Non hai mai versato contributi o ne hai versati troppo pochi per ottenere una pensione? Niente paura: una volta raggiunta l’età pensionabile, anche in assenza del diritto a una pensione previdenziale, potrebbe spettarti l’Assegno Sociale INPS.
Si tratta della principale prestazione assistenziale erogata dall’INPS agli over 67 (almeno secondo la normativa oggi vigente), una misura con regole ben precise che è importante conoscere per verificarne il diritto.
Dal 2027, inoltre, sono previste alcune modifiche che riguarderanno sia l’età richiesta sia l’importo della prestazione. Vediamo come funziona l’Assegno Sociale e cosa cambierà tra il 2026 e il 2027.
Assegno Sociale, ecco la pensione senza contributi o con pochi contributi
L’Assegno Sociale è una misura rivolta a uomini e donne che, raggiunta l’età prevista dalla legge, non hanno maturato il diritto a una pensione oppure dispongono di redditi molto bassi.

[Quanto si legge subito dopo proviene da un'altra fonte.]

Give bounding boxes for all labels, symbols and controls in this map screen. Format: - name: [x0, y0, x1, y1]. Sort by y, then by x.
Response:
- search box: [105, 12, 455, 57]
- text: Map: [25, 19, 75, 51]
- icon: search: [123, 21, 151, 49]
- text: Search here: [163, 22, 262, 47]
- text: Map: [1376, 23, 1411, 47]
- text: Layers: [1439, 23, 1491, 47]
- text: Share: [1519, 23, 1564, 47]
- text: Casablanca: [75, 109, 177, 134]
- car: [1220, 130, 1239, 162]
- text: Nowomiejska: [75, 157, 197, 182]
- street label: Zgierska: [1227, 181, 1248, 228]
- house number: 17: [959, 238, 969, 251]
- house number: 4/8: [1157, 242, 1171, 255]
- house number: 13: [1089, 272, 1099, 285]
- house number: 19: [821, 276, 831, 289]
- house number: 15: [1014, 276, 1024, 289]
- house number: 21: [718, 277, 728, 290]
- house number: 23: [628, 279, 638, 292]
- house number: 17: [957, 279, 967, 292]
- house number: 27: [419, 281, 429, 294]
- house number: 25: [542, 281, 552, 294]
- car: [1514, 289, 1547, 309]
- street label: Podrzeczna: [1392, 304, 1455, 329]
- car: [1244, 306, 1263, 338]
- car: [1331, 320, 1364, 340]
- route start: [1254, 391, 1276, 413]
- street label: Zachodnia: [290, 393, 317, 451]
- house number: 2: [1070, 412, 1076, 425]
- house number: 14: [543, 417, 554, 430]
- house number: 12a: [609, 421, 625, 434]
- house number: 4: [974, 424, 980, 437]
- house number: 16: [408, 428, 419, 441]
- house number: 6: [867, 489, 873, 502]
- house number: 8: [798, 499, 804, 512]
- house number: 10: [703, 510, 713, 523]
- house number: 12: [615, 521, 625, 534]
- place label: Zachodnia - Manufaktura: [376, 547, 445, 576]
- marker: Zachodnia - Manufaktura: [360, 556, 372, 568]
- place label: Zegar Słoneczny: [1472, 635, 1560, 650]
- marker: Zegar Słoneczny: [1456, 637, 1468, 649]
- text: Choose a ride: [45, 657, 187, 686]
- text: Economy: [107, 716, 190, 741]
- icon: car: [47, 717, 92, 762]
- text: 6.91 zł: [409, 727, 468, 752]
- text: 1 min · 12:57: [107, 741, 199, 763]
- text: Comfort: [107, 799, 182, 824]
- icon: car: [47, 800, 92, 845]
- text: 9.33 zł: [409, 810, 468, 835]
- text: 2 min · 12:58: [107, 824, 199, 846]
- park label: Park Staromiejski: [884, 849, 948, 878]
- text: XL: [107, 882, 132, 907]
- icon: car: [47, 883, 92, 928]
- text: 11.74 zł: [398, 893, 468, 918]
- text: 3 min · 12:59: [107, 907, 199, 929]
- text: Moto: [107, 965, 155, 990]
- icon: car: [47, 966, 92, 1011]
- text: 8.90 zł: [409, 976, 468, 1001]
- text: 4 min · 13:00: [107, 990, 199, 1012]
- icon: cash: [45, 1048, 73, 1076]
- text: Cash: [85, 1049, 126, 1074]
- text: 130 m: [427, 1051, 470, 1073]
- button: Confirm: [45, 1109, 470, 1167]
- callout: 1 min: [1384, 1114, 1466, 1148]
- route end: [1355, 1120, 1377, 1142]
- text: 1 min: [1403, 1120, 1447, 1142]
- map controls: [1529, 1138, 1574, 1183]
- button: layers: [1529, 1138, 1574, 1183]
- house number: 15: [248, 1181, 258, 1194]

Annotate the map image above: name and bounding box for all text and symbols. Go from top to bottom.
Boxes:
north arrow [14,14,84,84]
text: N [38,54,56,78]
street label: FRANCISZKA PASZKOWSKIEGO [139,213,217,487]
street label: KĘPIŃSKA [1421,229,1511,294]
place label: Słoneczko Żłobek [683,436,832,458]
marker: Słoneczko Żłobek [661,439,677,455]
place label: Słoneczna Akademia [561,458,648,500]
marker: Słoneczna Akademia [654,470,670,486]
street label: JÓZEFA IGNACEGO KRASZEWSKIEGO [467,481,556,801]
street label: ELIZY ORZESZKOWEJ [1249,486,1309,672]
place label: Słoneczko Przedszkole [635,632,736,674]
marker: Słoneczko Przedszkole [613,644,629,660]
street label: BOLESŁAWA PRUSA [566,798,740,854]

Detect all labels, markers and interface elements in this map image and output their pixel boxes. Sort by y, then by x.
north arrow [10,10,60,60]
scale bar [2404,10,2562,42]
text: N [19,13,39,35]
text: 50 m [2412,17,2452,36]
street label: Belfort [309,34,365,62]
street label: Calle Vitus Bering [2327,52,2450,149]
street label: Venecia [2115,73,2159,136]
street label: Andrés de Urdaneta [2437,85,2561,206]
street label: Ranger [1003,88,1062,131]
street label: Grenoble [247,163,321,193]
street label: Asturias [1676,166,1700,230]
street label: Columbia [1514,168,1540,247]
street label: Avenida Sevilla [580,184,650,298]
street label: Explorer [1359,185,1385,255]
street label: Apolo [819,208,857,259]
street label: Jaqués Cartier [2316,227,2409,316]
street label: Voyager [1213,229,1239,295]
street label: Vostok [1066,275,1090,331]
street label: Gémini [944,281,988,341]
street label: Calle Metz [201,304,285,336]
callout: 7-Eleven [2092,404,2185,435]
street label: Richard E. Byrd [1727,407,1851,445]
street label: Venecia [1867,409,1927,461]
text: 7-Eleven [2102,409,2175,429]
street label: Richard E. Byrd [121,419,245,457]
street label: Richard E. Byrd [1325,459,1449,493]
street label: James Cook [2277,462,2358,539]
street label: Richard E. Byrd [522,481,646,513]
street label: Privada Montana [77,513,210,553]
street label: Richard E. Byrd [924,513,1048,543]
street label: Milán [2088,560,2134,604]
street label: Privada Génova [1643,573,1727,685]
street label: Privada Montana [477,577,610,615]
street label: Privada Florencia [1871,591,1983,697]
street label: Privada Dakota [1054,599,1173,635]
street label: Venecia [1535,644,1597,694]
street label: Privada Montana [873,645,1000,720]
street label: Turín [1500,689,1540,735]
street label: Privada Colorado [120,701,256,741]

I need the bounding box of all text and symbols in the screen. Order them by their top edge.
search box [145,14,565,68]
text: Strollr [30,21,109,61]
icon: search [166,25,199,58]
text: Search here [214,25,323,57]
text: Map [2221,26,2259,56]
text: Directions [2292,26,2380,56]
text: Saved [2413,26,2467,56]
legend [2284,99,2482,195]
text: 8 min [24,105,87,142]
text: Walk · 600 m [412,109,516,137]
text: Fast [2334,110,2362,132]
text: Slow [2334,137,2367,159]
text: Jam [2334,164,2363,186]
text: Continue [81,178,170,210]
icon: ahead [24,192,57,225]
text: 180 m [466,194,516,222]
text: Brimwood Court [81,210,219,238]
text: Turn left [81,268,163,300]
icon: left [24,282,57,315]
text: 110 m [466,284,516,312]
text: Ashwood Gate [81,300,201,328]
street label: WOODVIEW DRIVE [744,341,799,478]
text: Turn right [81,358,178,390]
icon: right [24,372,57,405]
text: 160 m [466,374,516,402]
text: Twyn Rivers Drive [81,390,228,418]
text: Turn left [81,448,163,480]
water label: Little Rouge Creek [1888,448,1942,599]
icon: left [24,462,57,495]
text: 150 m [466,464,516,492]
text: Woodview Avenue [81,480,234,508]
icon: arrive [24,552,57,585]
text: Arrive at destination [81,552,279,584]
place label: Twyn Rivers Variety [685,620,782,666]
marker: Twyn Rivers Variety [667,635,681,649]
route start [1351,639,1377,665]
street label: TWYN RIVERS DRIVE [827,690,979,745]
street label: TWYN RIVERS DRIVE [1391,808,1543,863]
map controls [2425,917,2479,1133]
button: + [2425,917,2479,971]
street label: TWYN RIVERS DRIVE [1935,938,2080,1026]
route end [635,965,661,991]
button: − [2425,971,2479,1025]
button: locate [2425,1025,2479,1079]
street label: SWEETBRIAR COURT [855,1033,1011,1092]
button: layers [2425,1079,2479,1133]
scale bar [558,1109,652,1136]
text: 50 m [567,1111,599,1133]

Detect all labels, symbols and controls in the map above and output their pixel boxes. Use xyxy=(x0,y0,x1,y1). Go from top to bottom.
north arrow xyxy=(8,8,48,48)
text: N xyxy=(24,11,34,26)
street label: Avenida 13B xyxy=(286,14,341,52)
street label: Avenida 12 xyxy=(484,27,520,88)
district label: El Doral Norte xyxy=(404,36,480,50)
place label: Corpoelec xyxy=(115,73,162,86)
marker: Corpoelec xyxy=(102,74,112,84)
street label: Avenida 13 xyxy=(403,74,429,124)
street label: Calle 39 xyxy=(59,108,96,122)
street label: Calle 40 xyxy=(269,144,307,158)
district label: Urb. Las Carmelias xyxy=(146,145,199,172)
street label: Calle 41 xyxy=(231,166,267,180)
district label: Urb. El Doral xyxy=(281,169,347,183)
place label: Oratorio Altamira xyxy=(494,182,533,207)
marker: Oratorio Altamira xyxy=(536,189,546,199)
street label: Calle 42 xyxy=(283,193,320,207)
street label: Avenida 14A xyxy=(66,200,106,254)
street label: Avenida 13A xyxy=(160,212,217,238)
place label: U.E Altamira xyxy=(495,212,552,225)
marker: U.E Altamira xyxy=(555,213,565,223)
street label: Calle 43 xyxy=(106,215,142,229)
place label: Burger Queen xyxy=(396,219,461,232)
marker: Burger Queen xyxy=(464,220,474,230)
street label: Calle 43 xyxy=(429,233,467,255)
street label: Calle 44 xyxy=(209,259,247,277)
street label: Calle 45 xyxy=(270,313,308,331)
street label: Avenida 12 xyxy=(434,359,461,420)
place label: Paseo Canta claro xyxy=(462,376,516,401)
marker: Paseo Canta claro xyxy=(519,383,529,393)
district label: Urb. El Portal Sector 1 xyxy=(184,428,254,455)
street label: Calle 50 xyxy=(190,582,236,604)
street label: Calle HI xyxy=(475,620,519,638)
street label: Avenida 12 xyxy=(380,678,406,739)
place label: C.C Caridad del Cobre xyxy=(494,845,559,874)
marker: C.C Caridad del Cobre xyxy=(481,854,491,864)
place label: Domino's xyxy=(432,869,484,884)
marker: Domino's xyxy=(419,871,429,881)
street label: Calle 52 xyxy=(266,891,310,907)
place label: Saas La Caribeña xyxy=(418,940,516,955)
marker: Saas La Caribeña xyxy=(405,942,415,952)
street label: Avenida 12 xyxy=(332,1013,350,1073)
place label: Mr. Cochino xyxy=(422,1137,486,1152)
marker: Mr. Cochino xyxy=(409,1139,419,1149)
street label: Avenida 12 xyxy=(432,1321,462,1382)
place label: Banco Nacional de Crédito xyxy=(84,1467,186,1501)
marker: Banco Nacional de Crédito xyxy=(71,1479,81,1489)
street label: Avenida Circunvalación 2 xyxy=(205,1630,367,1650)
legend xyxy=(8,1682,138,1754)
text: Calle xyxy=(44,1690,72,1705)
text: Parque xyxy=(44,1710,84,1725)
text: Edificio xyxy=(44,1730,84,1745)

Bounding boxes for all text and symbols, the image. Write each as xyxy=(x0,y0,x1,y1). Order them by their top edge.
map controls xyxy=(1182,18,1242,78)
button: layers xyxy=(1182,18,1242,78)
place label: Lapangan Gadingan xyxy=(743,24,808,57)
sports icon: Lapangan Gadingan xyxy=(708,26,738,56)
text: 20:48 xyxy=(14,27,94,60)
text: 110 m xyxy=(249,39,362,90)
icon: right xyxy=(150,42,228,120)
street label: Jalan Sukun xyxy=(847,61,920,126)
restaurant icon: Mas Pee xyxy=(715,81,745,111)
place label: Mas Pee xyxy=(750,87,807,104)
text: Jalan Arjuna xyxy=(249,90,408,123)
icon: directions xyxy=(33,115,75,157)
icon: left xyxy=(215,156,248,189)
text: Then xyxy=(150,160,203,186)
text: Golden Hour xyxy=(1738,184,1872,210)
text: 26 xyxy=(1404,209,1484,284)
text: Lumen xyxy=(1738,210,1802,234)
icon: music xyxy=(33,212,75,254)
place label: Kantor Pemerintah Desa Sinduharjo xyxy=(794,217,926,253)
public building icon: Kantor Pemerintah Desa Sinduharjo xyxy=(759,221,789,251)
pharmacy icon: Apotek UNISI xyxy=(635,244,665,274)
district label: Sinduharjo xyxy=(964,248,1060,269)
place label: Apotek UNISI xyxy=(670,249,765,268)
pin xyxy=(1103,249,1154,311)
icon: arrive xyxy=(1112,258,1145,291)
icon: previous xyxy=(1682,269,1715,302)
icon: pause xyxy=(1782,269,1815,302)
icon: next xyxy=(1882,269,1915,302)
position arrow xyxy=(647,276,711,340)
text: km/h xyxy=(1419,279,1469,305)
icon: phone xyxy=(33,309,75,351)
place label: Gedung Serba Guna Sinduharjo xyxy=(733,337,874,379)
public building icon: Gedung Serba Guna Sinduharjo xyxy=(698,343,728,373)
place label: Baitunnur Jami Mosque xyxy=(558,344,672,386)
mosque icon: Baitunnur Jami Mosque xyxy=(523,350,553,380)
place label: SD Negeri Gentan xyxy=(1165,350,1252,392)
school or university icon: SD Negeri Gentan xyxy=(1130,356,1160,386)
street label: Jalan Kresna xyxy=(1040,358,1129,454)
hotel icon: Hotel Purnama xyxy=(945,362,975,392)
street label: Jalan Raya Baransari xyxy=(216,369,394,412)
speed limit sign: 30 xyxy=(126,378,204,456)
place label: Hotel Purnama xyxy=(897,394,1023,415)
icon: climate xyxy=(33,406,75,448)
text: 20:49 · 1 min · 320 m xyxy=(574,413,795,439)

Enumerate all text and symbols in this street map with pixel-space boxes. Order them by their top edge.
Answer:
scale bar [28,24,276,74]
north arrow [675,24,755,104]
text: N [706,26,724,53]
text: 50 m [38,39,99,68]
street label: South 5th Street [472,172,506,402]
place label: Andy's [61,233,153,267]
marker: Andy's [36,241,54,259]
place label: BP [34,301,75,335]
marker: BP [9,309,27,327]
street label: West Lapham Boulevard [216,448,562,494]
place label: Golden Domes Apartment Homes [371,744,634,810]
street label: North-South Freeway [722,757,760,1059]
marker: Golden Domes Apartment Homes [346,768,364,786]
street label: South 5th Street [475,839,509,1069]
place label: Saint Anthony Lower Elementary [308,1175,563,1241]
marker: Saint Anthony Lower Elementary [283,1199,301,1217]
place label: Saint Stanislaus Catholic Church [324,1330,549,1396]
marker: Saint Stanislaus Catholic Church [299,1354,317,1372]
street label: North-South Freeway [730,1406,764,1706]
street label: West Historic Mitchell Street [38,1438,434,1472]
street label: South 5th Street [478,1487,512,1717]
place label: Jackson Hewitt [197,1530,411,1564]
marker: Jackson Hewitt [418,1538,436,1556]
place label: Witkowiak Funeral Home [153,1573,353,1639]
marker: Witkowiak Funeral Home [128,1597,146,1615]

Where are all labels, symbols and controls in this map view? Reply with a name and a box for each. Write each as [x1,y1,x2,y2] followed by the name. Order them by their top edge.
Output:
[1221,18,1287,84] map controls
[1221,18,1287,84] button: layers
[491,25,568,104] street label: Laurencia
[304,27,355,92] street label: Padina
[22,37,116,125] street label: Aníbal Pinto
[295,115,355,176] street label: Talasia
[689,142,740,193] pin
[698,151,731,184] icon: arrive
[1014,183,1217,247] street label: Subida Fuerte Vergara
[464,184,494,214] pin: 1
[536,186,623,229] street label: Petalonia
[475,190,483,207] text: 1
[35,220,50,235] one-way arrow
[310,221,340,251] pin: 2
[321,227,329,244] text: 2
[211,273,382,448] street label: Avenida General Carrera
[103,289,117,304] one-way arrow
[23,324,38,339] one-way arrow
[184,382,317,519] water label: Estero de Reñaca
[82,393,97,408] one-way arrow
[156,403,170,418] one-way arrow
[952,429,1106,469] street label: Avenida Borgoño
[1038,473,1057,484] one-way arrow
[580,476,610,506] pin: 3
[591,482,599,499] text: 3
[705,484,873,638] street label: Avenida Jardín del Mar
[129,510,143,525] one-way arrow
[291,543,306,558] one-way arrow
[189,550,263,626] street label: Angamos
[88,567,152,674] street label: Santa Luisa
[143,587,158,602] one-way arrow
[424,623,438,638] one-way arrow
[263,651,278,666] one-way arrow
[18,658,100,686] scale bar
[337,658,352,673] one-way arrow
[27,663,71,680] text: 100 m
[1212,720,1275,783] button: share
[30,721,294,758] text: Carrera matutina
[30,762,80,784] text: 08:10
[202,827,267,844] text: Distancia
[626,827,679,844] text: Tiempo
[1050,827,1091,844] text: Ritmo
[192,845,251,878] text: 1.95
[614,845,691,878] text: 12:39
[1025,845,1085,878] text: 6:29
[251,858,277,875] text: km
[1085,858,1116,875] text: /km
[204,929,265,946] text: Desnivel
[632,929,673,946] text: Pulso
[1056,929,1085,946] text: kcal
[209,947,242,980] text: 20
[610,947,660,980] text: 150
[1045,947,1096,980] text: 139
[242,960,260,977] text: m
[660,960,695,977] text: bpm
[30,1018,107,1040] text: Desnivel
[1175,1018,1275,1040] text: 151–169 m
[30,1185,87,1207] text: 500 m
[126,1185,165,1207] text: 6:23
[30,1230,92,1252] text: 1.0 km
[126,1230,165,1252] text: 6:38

Non riguarda quindi soltanto le casalinghe, ma tutti coloro che rispettano i requisiti previsti dalla normativa.
Pur trattandosi di una prestazione assistenziale e non di una pensione in senso tecnico, viene erogata dall’INPS con le stesse modalità delle pensioni: pagamento mensile, calendario ordinario e accredito secondo le consuete procedure.
Per ottenere l’Assegno Sociale nel 2026 occorrono almeno 67 anni di età. Non è richiesto alcun requisito contributivo: possono accedervi anche coloro che non hanno mai versato contributi previdenziali.
L’elemento determinante è invece il reddito. La prestazione, infatti, ha la funzione di integrare il reddito del beneficiario fino alle soglie previste dalla legge e, nel caso dei soggetti coniugati, vengono presi in considerazione anche i redditi del coniuge.
Assegno Sociale 2026, limiti di reddito, importi e regole per coniugati e non
Nel 2026 l’Assegno Sociale ammonta a 546,24 euro al mese, corrisposti per 13 mensilità.
Per i soggetti non coniugati, il reddito personale annuo non deve superare 7.101,12 euro, cioè l’importo dell’assegno moltiplicato per tredici.
Per i soggetti coniugati, invece, il limite di reddito familiare sale a 14.202,24 euro annui.
L’INPS eroga l’Assegno Sociale per intero quando il richiedente non coniugato è privo di redditi oppure, nel caso del coniugato, quando il reddito complessivo della coppia non supera 7.101,12 euro annui.
Quando il reddito è presente ma rimane entro le soglie previste, l’Assegno Sociale viene riconosciuto in misura ridotta. Così da integrare il reddito fino al limite stabilito dalla normativa.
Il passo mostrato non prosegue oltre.